Entries supplied below:

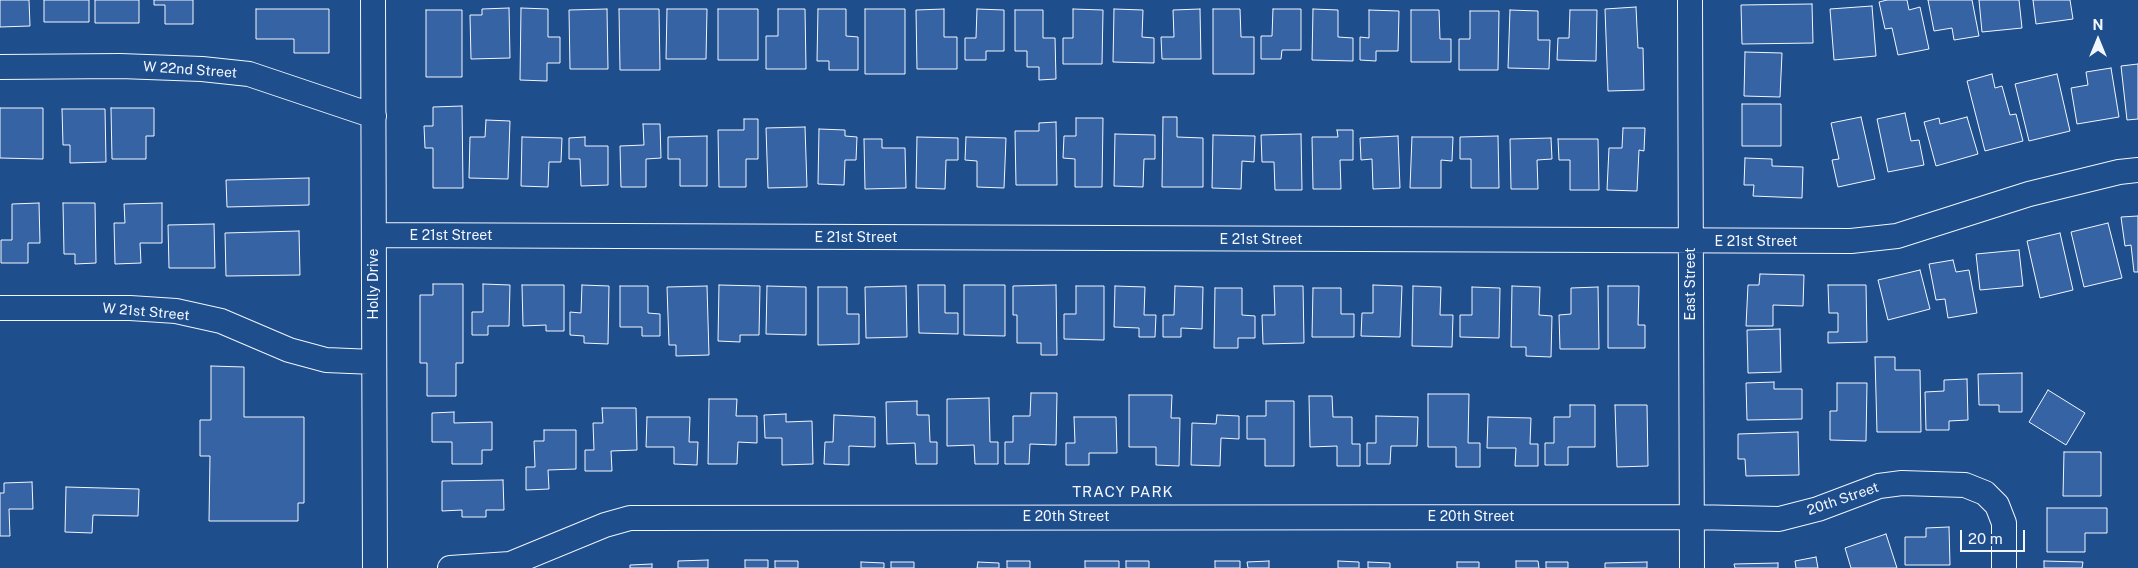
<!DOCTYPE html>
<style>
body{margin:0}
#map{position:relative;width:2138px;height:568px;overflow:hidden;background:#1f4e8c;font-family:"Public Sans",sans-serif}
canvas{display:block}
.north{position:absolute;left:2073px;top:15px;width:50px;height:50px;-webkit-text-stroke:4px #1f4e8c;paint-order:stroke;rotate:0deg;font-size:14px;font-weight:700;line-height:20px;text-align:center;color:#f2f6ff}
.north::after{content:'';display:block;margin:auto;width:18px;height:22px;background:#f2f6ff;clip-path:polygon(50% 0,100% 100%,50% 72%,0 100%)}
.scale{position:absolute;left:1960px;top:530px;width:65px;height:22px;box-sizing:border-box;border:2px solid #f2f6ff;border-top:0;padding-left:6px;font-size:15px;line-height:18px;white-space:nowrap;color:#f2f6ff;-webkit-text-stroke:4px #1f4e8c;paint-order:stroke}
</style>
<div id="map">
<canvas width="2138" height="568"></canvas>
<div class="north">N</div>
<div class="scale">20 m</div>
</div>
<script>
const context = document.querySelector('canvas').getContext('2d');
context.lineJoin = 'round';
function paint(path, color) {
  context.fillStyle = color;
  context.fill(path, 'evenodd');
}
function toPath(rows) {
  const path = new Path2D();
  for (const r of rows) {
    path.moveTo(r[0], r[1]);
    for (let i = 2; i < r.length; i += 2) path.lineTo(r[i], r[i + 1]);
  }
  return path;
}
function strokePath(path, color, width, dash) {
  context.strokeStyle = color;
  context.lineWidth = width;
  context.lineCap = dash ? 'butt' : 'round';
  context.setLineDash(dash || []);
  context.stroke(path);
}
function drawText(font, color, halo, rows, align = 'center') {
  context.font = font + ' "Public Sans",sans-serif';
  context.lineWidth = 4;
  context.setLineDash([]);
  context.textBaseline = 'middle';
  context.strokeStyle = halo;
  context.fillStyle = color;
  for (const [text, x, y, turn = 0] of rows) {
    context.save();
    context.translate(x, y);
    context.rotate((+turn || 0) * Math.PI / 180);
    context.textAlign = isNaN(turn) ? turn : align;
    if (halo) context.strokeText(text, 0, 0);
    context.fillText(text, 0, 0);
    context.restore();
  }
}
const building = toPath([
 [0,0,29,0,30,26,0,27,0,0],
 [44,0,89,0,89,22,44,22,44,0],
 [95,0,139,0,139,23,95,23,95,0],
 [154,0,193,0,193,24,165,24,165,5,154,5,154,0],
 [1887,0,1907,0,1909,10,1920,7,1929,49,1898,55,1892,28,1885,29,1879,2,1887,0],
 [1928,0,1972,0,1979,36,1954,40,1952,28,1934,31,1928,0],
 [1979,0,2019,0,2022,28,1982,32,1979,0],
 [2033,0,2070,0,2073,19,2036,24,2033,0],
 [1812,4,1813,43,1742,44,1741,5,1812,4],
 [1872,6,1876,56,1834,60,1830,9,1872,6],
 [1636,7,1638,48,1643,48,1644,90,1608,91,1605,9,1636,7],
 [509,8,510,58,471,59,470,15,482,15,482,9,509,8],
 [521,8,548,9,548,37,560,37,560,63,547,63,547,81,520,80,521,8],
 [256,9,329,9,329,53,294,53,294,39,256,39,256,9],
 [607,9,608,69,570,69,569,10,607,9],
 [619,9,659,9,660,70,620,70,619,9],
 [667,9,707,9,706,59,666,59,667,9],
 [718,9,758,9,758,60,718,60,718,9],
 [778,9,805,9,806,69,766,69,766,36,778,36,778,9],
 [818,9,846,9,846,36,858,37,858,70,829,70,829,61,817,61,818,9],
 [865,9,905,9,905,74,865,74,865,9],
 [944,9,944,37,957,37,957,69,917,69,916,10,944,9],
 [977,9,1004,10,1004,51,986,51,986,60,965,60,965,38,976,38,977,9],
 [1073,9,1103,10,1102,64,1063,64,1063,38,1073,38,1073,9],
 [1114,9,1143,10,1142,37,1154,38,1154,63,1113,62,1114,9],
 [1200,9,1201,59,1162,59,1161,37,1174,37,1173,10,1200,9],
 [1213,9,1240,9,1241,37,1254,37,1254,74,1213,74,1213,9],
 [1273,9,1301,9,1301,50,1282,50,1281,59,1261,59,1261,36,1272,36,1273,9],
 [1313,9,1338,10,1338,37,1353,38,1353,61,1312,60,1313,9],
 [426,10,462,10,462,77,426,77,426,10],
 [1015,10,1043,10,1043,38,1055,38,1056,79,1039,80,1039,67,1027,67,1027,51,1015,51,1015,10],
 [1369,10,1399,11,1398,51,1376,51,1376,61,1360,60,1360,37,1369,38,1369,10],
 [1411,10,1439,10,1440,39,1451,39,1451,62,1411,62,1411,10],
 [1510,10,1538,11,1538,40,1550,40,1549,69,1508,68,1510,10],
 [1570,10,1597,10,1596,61,1557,60,1558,38,1569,38,1570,10],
 [1470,11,1499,11,1498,70,1459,70,1459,39,1470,39,1470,11],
 [1745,52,1782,53,1780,97,1744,96,1745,52],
 [2138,64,2138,119,2127,120,2121,66,2138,64],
 [2111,68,2119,117,2077,124,2071,88,2088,85,2086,72,2111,68],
 [1992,74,1995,88,2002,86,2010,115,2016,114,2023,141,1985,151,1967,81,1992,74],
 [2057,74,2070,131,2029,141,2015,84,2057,74],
 [1742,104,1781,104,1781,146,1742,146,1742,104],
 [462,106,463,188,433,188,433,148,425,148,424,126,433,126,433,107,462,106],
 [0,108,43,108,43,159,0,158,0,108],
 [111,108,154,108,154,136,146,136,146,159,112,159,111,108],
 [62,109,105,109,106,162,70,163,70,145,63,145,62,109],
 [1905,113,1911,141,1919,140,1924,165,1888,172,1877,119,1905,113],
 [1163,117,1177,117,1177,137,1203,138,1203,187,1162,187,1163,117],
 [1861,117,1875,179,1838,187,1832,160,1839,159,1831,123,1861,117],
 [1967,117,1978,154,1936,166,1924,122,1939,118,1940,124,1967,117],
 [1076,118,1103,118,1102,187,1075,187,1075,159,1063,158,1064,136,1076,136,1076,118],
 [744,119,758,119,758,159,746,159,746,187,719,187,718,130,744,130,744,119],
 [486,120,510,121,508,179,469,178,470,137,485,137,486,120],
 [1056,122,1057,185,1016,185,1015,131,1039,131,1039,123,1056,122],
 [643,124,660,124,661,158,646,159,646,187,621,187,620,146,644,145,643,124],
 [805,127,807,187,768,188,766,128,805,127],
 [1623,128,1645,128,1644,151,1639,150,1637,191,1607,190,1609,148,1622,148,1623,128],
 [819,129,845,130,845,136,857,137,856,160,845,160,844,185,818,184,819,129],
 [1337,130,1353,130,1353,160,1340,160,1341,189,1313,189,1312,137,1338,137,1337,130],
 [1115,134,1155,135,1155,159,1144,159,1143,187,1114,186,1115,134],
 [1301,134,1302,190,1275,190,1274,162,1262,162,1261,135,1301,134],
 [1213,135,1255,136,1254,162,1242,161,1241,189,1212,188,1213,135],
 [707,136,707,186,680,186,680,159,668,159,668,137,707,136],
 [1398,136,1400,188,1373,189,1372,159,1361,160,1360,138,1398,136],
 [1498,136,1499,188,1471,188,1471,159,1460,159,1460,137,1498,136],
 [522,137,562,138,561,162,549,162,548,187,521,186,522,137],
 [585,137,585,146,608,146,608,185,581,186,580,159,569,159,569,138,585,137],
 [917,137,958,138,958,160,946,160,945,189,916,188,917,137],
 [966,137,1006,138,1004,188,977,187,977,161,965,160,966,137],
 [1412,137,1453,137,1452,161,1441,160,1441,188,1410,188,1412,137],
 [1551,138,1552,159,1537,160,1538,189,1511,189,1510,139,1551,138],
 [864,139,882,139,882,148,905,148,906,188,865,189,864,139],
 [1558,139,1598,139,1599,190,1570,190,1570,160,1559,160,1558,139],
 [1745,158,1772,159,1772,166,1803,167,1802,198,1753,196,1754,185,1744,185,1745,158],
 [309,178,309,205,227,207,226,180,309,178],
 [39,203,40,243,28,243,28,263,1,263,1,240,12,240,12,204,39,203],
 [63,203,95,203,96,263,75,264,75,254,64,254,63,203],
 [162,203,162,243,140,243,141,263,115,264,114,223,125,223,124,204,162,203],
 [2138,216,2138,272,2134,272,2131,245,2125,246,2121,217,2138,216],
 [2108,223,2122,278,2084,287,2071,232,2108,223],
 [214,224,215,268,169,268,168,225,214,224],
 [299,231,300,275,226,276,225,233,299,231],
 [2060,233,2073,290,2040,298,2027,241,2060,233],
 [2019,250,2023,286,1980,290,1976,254,2019,250],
 [1953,260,1956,272,1969,270,1977,313,1948,318,1945,299,1936,300,1929,264,1953,260],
 [1920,270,1930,309,1888,320,1878,280,1920,270],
 [1760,274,1804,275,1803,306,1773,305,1773,326,1746,326,1748,285,1759,285,1760,274],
 [433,284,463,284,463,363,456,363,456,396,427,396,427,363,420,363,420,295,433,295,433,284],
 [483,284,510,285,509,326,488,326,488,335,472,335,472,312,483,312,483,284],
 [522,285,564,285,564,331,546,331,546,325,523,326,522,285],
 [582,285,609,286,608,344,584,343,584,336,570,335,570,312,581,313,582,285],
 [719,285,760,286,759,335,740,335,740,342,718,341,719,285],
 [918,285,945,285,945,313,958,313,958,334,919,333,918,285],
 [964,285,1005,285,1005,336,964,335,964,285],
 [1056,285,1057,355,1041,355,1041,343,1017,343,1017,315,1013,315,1013,286,1056,285],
 [1373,285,1402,286,1400,337,1361,336,1362,313,1373,313,1373,285],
 [1828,285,1866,285,1867,342,1828,343,1828,332,1838,332,1838,313,1829,313,1828,285],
 [620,286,648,286,648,313,660,314,660,336,642,336,642,327,620,327,620,286],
 [707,286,709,355,676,356,676,345,669,345,667,287,707,286],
 [767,286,806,287,806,335,766,334,767,286],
 [906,286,907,337,866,338,865,287,906,286],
 [1076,286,1104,286,1104,340,1064,339,1064,314,1076,314,1076,286],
 [1115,286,1145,287,1144,315,1156,315,1155,337,1139,337,1139,328,1114,327,1115,286],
 [1175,286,1203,287,1202,329,1181,328,1181,337,1163,337,1163,315,1174,315,1175,286],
 [1274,286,1303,286,1304,343,1263,344,1262,315,1275,315,1274,286],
 [1413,286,1441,287,1440,315,1453,315,1452,347,1412,346,1413,286],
 [1512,286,1540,287,1539,315,1552,316,1551,357,1526,356,1526,347,1511,347,1512,286],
 [1608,286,1639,286,1638,325,1645,325,1645,348,1608,348,1608,286],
 [818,287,847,287,847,314,859,314,859,344,818,345,818,287],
 [1472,287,1500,288,1499,338,1460,337,1460,315,1472,315,1472,287],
 [1598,287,1599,349,1560,349,1559,315,1571,314,1571,288,1598,287],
 [1215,288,1242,288,1242,315,1255,316,1255,338,1238,338,1238,348,1214,348,1215,288],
 [1313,288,1341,288,1341,314,1354,314,1354,337,1312,337,1313,288],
 [1780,329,1781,372,1748,373,1747,330,1780,329],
 [1875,357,1895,357,1895,370,1920,370,1921,432,1877,432,1875,357],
 [211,366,244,367,244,417,304,417,304,503,298,503,298,521,209,521,210,456,200,456,200,420,211,420,211,366],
 [2022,373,2022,412,1999,412,1999,405,1979,405,1978,374,2022,373],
 [1967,379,1968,420,1949,421,1949,430,1926,430,1925,392,1944,391,1944,380,1967,379],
 [1774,382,1774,389,1802,389,1802,419,1747,420,1746,383,1774,382],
 [1837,383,1867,383,1866,441,1830,440,1830,411,1837,411,1837,383],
 [2048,390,2085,413,2066,445,2029,422,2048,390],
 [1031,393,1057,393,1056,445,1030,444,1029,464,1005,464,1005,442,1013,442,1013,416,1030,416,1031,393],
 [1428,394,1469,394,1468,443,1480,443,1480,467,1456,467,1456,447,1428,447,1428,394],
 [1129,395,1172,395,1171,418,1180,418,1179,466,1156,465,1156,447,1129,447,1129,395],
 [1309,396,1332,396,1333,417,1352,417,1352,444,1360,444,1360,466,1337,466,1337,446,1310,447,1309,396],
 [989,398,990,442,998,442,998,464,975,464,974,445,947,446,947,399,989,398],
 [709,399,737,399,736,416,757,416,757,443,738,442,737,464,708,464,709,399],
 [917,401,917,415,929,415,930,442,937,442,937,464,916,464,915,443,887,444,886,402,917,401],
 [1266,401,1294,401,1294,466,1265,466,1265,439,1247,439,1247,416,1266,416,1266,401],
 [1570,405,1595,405,1595,447,1568,447,1568,465,1545,465,1545,443,1554,443,1554,417,1570,417,1570,405],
 [1615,405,1647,405,1648,466,1617,467,1615,405],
 [602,408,636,408,637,450,611,451,612,471,585,471,585,450,594,450,593,423,603,423,602,408],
 [454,412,454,423,492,422,492,450,482,450,482,464,452,464,452,442,432,442,432,413,454,412],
 [786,414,786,422,812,421,813,464,782,465,782,438,765,438,764,415,786,414],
 [834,415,875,417,875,447,849,446,849,465,824,464,825,442,833,442,834,415],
 [1217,415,1239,416,1239,439,1221,438,1220,466,1191,465,1192,423,1216,424,1217,415],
 [1376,416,1418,417,1417,446,1391,446,1390,464,1367,464,1367,443,1376,443,1376,416],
 [647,417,690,417,689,442,698,442,697,465,674,464,674,447,646,447,647,417],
 [1074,417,1116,417,1117,453,1089,453,1089,465,1066,465,1066,443,1075,443,1074,417],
 [1488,417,1531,418,1530,444,1538,444,1538,466,1515,466,1516,448,1487,448,1488,417],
 [544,430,576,430,576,469,548,470,549,489,526,490,526,467,535,467,534,441,544,441,544,430],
 [1798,432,1799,475,1746,476,1745,459,1738,459,1738,434,1798,432],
 [2064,452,2101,452,2101,496,2063,496,2064,452],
 [503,480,504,510,486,510,486,517,462,517,462,510,442,511,442,481,503,480],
 [32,482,33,509,9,509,10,536,0,536,0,493,4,493,4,483,32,482],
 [66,487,139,489,138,516,93,515,92,533,65,532,66,487],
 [2047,508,2107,508,2107,533,2085,533,2085,552,2047,552,2047,508],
 [1949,527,1950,565,1905,565,1905,537,1926,537,1926,528,1949,527],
 [1886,534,1897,568,1851,568,1845,548,1886,534],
 [1816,557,1818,568,1796,568,1795,561,1816,557],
 [708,560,708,568,678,568,678,561,708,560],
 [745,560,768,560,768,568,745,568,745,560],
 [775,561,798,561,798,568,775,568,775,561],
 [1007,561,1030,561,1030,568,1007,568,1007,561],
 [1085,561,1119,561,1119,568,1085,568,1085,561],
 [1126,561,1149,561,1149,568,1126,568,1126,561],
 [1215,561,1240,561,1240,568,1215,568,1215,561],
 [1269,561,1269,568,1248,568,1247,562,1269,561],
 [1338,561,1359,562,1359,568,1338,568,1338,561],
 [1516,561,1538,561,1539,568,1516,568,1516,561],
 [2044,561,2083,562,2082,568,2044,568,2044,561],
 [861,562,884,563,884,568,861,568,861,562],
 [891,562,914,562,914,568,891,568,891,562],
 [978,562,999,563,999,568,977,568,978,562],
 [1368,562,1390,563,1390,568,1368,568,1368,562],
 [1457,562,1479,562,1479,568,1457,568,1457,562],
 [1546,562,1568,562,1568,568,1546,568,1546,562],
 [1647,562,1647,568,1605,568,1605,563,1647,562],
 [1778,563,1778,568,1735,568,1734,564,1778,563],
 [652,564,652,568,630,568,630,565,652,564]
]);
paint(building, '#3563a3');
strokePath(building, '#f2f6ff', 1);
const minor = toPath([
 [373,0,375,568],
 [1690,0,1692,568],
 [0,67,120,66,202,69,249,74,374,116],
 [374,235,1851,241,1897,236,2029,194,2119,172,2138,170],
 [0,308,130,308,176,311,221,321,289,350,326,360,374,362],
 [450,568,510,564,605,525,630,518,1692,517,1779,519,1818,509,1879,486,1902,483,1965,485,1985,493,1997,505,2004,523,2004,568]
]);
strokePath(minor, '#f2f6ff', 26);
strokePath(minor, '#1f4e8c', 24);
drawText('14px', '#f2f6ff', '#1f4e8c', [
 ["W 22nd Street",190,70,4],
 ["E 21st Street",451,236],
 ["E 21st Street",856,238],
 ["E 21st Street",1261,240],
 ["E 21st Street",1756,242],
 ["Holly Drive",374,284,-90],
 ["East Street",1691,284,-90],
 ["W 21st Street",146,312,5],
 ["20th Street",1843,499,-19],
 ["E 20th Street",1066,517],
 ["E 20th Street",1471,517]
]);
context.letterSpacing = '1px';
drawText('15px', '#f2f6ff', '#1f4e8c', [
 ["TRACY PARK",1123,492]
]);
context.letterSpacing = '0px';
</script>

End of Entries supplied.

Determine how many lines of the data contain "rotate" and give nothing but that number.

Your solution – 2